(Exercise materials begins)

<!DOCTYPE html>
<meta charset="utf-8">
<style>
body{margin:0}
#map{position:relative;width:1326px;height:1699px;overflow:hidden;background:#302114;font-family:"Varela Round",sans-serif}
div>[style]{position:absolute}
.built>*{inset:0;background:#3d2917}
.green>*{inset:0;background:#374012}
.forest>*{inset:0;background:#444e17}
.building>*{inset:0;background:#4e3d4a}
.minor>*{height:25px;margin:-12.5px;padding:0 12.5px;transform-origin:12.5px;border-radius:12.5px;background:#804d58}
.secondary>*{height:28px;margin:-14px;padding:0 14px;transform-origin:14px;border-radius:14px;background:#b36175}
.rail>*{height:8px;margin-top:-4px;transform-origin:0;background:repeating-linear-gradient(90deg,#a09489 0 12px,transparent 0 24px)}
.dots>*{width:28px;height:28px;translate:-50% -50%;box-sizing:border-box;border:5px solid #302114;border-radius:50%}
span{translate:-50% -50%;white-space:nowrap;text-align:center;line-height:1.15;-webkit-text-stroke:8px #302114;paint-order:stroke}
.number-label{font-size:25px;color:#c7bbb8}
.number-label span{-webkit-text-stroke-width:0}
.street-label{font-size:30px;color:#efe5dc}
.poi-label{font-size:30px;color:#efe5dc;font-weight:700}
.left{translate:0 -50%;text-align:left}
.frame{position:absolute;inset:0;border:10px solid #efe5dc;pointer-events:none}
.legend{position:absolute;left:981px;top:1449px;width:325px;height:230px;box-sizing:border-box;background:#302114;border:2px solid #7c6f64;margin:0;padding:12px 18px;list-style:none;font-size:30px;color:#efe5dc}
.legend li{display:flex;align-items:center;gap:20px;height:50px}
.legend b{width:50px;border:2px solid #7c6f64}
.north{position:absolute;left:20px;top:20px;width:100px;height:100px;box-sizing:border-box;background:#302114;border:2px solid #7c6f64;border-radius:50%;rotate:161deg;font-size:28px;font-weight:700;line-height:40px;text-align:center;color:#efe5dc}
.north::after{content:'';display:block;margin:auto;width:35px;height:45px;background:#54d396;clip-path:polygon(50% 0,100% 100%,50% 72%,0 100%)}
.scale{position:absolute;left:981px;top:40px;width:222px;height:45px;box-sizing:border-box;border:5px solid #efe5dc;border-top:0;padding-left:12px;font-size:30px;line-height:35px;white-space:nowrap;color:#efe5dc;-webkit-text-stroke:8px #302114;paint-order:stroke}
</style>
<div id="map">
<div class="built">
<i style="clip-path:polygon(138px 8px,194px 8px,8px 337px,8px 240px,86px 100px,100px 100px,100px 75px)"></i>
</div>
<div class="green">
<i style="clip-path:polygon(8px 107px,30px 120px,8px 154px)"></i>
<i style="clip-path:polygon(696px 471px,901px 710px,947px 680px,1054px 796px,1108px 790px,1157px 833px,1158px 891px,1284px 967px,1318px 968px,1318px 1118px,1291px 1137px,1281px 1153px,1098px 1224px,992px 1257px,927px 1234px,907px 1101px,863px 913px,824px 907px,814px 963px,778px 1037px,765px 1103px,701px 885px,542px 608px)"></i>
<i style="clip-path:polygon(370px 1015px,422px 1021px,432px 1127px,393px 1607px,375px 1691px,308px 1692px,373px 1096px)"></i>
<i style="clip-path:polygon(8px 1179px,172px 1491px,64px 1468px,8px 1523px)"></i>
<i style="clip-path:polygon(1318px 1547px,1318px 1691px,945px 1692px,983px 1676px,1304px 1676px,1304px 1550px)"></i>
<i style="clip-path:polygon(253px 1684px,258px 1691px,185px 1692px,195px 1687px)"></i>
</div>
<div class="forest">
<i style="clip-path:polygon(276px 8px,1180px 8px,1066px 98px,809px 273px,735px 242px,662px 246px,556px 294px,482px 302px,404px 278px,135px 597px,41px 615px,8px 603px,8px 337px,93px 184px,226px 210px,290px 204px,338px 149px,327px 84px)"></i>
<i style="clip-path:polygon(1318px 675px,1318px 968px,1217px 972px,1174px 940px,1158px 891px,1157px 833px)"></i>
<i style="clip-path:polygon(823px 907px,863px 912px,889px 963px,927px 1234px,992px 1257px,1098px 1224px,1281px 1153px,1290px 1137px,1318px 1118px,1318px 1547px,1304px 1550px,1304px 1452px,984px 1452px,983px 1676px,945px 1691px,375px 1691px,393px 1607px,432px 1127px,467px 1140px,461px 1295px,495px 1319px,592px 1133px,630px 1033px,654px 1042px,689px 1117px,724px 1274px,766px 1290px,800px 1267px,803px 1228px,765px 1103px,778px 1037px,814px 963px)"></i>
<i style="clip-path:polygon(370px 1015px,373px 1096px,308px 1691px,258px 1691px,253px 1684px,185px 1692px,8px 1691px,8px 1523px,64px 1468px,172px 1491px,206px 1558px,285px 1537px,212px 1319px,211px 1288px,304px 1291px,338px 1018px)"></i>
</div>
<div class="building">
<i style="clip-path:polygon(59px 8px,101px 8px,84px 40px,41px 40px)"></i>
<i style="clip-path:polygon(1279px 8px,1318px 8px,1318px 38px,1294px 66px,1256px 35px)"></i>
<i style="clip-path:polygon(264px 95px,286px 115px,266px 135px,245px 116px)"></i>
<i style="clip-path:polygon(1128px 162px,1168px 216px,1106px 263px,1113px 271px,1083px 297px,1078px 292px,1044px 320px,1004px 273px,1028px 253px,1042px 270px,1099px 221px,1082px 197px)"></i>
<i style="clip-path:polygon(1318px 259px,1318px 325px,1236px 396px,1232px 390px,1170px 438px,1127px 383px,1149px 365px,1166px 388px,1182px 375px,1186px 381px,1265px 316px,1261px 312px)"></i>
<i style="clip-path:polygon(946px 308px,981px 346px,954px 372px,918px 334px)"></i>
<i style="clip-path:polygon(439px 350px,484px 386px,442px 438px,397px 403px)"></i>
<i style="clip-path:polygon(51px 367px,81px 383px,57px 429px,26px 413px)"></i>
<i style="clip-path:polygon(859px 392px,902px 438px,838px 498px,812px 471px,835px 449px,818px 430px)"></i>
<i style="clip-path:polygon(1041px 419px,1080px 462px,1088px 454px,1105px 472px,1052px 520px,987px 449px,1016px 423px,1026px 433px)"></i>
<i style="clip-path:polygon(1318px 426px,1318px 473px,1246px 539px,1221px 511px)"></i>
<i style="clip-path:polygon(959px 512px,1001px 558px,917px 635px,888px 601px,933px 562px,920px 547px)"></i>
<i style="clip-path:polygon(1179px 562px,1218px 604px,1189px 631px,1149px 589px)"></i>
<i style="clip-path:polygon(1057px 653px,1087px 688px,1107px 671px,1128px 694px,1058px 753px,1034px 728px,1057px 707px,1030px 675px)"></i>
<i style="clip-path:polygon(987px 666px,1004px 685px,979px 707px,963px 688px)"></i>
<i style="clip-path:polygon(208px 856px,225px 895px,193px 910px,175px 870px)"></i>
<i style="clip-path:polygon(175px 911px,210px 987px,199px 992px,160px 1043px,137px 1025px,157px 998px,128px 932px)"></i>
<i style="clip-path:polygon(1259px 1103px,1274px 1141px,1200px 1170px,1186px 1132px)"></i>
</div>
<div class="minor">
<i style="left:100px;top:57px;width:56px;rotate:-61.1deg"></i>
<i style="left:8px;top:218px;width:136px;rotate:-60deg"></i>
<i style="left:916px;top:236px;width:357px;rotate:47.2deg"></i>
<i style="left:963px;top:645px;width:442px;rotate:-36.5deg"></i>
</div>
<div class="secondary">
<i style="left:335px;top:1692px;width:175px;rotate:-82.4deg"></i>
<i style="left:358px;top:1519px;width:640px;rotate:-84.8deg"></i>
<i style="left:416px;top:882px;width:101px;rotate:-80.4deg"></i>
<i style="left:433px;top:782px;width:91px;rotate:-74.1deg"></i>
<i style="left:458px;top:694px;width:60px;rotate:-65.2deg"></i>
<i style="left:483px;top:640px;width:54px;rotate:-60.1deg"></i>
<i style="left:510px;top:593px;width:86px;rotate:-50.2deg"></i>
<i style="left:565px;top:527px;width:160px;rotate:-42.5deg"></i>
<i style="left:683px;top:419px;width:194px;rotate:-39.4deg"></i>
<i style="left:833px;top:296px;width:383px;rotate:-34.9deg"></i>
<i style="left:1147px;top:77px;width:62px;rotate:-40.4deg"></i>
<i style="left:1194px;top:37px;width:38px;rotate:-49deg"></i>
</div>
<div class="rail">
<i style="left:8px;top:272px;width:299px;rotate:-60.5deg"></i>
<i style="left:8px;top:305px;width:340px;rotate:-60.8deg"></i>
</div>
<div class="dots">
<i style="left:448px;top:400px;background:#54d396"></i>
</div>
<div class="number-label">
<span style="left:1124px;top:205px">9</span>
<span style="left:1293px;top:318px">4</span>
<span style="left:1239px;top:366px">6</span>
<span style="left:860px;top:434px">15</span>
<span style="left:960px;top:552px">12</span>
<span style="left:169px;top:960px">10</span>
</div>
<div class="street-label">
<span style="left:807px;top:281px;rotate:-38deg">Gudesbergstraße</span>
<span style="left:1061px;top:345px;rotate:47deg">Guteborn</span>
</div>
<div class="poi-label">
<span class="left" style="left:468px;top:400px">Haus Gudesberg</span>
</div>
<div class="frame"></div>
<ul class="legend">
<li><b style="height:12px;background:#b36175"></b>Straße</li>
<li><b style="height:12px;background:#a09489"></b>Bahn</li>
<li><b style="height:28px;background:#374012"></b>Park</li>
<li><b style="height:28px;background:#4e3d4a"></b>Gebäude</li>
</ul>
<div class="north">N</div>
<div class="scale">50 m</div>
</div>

(Exercise materials ends)
(Exercise materials begins)

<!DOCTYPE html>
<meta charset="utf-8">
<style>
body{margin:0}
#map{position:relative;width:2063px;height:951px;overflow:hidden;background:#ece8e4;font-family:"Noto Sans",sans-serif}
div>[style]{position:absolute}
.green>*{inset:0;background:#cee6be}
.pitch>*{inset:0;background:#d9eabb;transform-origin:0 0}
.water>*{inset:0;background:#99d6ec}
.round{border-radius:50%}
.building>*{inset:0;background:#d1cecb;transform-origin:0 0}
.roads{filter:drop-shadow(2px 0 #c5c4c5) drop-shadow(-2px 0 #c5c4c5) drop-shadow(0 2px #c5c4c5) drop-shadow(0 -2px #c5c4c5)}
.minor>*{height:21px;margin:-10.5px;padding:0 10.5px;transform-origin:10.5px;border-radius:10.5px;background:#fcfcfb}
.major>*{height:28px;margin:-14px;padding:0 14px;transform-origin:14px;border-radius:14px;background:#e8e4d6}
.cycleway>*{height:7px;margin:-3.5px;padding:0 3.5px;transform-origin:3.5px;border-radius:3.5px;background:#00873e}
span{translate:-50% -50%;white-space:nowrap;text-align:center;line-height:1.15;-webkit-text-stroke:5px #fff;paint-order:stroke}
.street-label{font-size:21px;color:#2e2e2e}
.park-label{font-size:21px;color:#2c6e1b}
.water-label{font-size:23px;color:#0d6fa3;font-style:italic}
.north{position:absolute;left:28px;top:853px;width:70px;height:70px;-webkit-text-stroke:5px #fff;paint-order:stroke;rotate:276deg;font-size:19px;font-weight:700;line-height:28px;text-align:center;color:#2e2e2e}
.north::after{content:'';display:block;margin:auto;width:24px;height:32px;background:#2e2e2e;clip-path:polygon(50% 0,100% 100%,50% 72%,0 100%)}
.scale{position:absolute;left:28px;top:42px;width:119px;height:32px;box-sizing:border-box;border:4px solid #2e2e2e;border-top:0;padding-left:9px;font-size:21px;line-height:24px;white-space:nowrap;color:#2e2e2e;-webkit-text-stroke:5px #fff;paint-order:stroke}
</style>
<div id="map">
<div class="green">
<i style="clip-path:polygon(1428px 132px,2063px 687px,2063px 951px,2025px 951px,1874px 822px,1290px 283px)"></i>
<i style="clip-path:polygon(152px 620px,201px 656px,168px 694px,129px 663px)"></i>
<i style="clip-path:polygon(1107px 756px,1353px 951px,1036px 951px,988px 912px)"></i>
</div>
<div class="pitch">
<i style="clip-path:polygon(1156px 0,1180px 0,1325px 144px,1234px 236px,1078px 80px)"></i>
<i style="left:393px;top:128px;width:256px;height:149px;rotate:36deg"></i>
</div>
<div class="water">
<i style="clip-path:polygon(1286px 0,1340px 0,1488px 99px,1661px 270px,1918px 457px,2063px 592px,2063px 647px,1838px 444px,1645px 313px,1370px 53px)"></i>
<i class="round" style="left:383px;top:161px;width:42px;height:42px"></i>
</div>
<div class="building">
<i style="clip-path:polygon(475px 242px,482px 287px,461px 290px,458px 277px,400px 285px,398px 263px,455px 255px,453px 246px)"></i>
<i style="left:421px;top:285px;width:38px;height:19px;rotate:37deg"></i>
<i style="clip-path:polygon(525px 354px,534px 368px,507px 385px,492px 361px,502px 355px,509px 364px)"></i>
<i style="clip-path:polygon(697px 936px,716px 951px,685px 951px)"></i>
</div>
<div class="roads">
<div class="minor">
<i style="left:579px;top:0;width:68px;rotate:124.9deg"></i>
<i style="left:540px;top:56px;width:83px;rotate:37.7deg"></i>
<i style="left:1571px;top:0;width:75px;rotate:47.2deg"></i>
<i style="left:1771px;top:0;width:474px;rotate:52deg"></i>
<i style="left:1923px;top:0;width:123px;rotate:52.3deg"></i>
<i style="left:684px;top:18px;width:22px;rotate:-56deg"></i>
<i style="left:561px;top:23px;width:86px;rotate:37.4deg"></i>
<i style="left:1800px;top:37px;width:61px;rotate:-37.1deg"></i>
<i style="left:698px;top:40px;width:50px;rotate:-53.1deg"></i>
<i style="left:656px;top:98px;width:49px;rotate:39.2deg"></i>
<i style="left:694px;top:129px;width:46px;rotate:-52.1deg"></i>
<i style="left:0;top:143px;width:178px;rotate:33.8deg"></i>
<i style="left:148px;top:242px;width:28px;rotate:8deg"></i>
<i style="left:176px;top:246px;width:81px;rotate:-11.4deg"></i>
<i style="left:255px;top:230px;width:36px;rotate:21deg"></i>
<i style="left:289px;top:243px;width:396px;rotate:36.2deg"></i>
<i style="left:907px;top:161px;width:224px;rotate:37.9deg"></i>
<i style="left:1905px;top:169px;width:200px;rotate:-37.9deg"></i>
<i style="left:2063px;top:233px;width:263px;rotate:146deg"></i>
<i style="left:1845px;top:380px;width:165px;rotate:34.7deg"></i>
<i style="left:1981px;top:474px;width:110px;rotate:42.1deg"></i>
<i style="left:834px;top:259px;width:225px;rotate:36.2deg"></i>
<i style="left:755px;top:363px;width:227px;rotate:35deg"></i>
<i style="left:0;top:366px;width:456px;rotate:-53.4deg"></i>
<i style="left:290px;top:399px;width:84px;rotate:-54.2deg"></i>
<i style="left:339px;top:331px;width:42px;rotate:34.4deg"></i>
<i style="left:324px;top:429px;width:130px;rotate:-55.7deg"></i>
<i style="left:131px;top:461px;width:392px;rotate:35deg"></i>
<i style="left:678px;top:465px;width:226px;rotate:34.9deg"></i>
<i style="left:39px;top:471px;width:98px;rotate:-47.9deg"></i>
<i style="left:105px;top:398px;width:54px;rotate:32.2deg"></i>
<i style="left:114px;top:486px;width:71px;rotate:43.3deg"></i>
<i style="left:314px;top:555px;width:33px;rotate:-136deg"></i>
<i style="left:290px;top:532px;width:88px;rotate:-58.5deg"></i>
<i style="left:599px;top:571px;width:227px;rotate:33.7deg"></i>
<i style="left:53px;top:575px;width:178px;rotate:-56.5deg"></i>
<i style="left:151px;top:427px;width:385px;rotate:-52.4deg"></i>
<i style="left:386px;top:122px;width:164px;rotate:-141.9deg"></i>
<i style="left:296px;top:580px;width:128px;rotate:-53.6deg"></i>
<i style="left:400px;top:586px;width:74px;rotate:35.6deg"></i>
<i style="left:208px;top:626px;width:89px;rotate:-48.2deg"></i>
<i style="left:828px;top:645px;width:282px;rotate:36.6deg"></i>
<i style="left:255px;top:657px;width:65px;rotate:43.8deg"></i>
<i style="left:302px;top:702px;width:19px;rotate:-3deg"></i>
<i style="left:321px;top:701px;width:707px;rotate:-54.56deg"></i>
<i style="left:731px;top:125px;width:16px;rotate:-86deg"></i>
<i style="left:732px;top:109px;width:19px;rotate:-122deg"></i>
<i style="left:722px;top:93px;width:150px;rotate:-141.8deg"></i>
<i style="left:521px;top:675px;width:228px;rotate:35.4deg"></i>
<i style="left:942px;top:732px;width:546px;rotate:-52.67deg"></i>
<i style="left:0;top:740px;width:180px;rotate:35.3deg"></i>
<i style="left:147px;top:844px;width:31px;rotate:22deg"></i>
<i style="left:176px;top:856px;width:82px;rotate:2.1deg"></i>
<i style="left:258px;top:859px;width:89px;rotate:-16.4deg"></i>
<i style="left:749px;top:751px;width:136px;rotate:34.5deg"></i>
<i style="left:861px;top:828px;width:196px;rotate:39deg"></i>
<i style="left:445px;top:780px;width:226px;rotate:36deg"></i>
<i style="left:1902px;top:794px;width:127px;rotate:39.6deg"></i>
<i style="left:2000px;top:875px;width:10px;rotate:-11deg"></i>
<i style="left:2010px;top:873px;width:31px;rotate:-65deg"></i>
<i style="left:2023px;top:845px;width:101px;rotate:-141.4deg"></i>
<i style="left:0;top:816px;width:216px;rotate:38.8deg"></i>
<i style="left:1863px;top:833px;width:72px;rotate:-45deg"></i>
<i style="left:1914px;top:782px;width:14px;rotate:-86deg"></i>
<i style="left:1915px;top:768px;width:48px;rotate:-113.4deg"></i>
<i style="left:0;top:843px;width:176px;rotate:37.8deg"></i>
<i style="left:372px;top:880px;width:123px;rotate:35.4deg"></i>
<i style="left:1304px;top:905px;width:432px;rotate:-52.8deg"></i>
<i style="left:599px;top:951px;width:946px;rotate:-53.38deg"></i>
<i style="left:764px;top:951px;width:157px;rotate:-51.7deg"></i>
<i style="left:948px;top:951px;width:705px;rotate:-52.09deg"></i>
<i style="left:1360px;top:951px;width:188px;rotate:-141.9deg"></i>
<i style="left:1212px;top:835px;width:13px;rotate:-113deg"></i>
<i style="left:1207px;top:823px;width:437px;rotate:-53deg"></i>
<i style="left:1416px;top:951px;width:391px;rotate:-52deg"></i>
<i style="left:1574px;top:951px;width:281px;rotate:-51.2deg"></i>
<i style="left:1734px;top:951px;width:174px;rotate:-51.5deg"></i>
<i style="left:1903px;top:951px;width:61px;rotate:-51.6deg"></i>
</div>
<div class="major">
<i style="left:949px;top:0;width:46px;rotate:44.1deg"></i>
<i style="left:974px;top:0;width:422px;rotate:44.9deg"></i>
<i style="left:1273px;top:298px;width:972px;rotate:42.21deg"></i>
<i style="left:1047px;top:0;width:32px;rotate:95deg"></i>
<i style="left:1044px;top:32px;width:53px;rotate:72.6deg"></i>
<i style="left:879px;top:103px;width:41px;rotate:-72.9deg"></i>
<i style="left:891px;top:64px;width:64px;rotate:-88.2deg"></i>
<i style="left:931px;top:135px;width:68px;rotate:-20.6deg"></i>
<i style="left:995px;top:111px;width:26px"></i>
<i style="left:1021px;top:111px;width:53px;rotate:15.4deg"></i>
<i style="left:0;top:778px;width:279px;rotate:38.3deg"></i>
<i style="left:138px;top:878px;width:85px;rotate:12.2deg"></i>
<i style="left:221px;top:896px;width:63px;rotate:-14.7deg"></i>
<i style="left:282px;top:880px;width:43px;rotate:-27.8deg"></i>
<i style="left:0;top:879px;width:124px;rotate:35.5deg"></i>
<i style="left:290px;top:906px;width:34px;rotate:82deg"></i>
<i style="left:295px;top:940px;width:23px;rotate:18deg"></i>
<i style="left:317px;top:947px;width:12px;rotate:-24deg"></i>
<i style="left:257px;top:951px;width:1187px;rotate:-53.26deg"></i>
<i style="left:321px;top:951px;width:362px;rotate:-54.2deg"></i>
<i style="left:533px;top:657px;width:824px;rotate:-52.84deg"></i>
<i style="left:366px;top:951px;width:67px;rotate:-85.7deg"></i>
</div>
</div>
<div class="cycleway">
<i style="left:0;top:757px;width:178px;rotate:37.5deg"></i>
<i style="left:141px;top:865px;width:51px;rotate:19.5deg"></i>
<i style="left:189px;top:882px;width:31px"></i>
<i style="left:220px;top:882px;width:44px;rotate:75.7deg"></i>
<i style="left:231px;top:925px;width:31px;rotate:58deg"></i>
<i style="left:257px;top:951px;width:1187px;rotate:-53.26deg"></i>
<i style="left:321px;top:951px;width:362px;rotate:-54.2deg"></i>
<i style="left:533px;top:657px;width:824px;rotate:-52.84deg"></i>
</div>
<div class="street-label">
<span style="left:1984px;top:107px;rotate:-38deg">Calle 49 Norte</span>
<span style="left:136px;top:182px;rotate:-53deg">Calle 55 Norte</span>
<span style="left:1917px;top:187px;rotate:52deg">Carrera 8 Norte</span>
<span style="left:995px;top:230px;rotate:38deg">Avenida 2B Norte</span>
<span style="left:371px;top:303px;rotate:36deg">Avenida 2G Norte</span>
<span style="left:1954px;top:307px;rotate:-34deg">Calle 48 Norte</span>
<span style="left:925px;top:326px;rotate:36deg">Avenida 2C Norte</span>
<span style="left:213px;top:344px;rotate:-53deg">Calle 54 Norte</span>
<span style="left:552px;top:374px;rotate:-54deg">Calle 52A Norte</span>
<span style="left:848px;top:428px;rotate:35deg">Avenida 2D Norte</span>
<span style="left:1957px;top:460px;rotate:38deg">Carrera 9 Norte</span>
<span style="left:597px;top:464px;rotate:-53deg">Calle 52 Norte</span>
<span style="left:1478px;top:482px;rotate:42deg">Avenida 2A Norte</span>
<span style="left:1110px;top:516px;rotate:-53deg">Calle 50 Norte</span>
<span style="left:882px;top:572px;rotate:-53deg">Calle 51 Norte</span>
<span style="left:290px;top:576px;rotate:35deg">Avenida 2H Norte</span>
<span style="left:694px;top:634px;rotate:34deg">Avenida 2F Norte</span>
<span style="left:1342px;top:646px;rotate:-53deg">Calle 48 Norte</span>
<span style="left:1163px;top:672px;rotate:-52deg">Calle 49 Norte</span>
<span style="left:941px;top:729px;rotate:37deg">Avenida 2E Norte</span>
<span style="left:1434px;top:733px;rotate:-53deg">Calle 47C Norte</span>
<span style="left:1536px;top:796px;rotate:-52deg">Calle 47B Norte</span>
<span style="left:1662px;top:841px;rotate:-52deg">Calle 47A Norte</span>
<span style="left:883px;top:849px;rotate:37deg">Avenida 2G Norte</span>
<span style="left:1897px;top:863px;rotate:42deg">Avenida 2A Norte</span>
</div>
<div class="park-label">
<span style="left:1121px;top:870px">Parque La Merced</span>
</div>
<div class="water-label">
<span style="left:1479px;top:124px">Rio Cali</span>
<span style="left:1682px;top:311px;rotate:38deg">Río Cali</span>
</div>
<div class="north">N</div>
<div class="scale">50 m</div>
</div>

(Exercise materials ends)

From the lines above, copy those that contain the word "overflow".

#map{position:relative;width:1326px;height:1699px;overflow:hidden;background:#302114;font-family:"Varela Round",sans-serif}
#map{position:relative;width:2063px;height:951px;overflow:hidden;background:#ece8e4;font-family:"Noto Sans",sans-serif}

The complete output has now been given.